# Stored records
---*---

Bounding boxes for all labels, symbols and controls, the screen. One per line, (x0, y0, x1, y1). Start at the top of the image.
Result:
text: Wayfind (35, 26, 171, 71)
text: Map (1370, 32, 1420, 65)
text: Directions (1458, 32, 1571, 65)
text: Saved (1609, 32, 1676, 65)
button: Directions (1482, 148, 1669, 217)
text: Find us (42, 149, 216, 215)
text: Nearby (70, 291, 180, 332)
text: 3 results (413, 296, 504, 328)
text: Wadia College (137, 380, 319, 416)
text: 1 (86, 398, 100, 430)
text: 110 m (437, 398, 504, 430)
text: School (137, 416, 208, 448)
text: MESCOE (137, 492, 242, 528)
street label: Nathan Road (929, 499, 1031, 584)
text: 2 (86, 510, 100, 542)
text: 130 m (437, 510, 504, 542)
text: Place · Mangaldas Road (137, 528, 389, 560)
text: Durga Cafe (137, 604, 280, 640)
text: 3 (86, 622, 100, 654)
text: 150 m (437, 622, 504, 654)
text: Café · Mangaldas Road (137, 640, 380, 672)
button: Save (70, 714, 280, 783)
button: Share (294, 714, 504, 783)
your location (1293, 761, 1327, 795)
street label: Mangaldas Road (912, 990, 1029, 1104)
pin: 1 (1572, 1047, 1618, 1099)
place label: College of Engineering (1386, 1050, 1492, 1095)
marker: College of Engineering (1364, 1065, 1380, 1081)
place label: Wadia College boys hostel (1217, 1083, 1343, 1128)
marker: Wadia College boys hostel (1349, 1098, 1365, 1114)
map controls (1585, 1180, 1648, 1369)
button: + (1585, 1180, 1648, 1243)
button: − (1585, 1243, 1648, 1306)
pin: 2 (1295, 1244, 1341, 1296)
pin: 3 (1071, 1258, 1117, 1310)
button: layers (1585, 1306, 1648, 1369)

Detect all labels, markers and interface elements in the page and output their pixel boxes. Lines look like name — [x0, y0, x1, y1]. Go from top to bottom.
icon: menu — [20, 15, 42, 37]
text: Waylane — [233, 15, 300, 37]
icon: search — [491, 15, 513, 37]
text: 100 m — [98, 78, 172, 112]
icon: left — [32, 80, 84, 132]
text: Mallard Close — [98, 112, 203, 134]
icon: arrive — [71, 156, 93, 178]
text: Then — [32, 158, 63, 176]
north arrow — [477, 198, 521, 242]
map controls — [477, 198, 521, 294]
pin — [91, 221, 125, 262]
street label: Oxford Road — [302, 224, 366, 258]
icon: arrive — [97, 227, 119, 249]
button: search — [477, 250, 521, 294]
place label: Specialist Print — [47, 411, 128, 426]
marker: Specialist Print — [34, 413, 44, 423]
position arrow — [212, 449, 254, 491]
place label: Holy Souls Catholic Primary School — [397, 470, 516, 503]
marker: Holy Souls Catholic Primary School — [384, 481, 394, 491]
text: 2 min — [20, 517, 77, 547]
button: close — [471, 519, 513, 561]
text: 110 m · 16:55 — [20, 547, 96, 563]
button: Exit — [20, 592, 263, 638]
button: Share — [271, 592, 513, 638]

---*---

# WORK TO BE COMPLETED
Copy out the lines of the data where the word "hostel" can be found.

# RESPONSE TO THIS EXERCISE
place label: Wadia College boys hostel (1217, 1083, 1343, 1128)
marker: Wadia College boys hostel (1349, 1098, 1365, 1114)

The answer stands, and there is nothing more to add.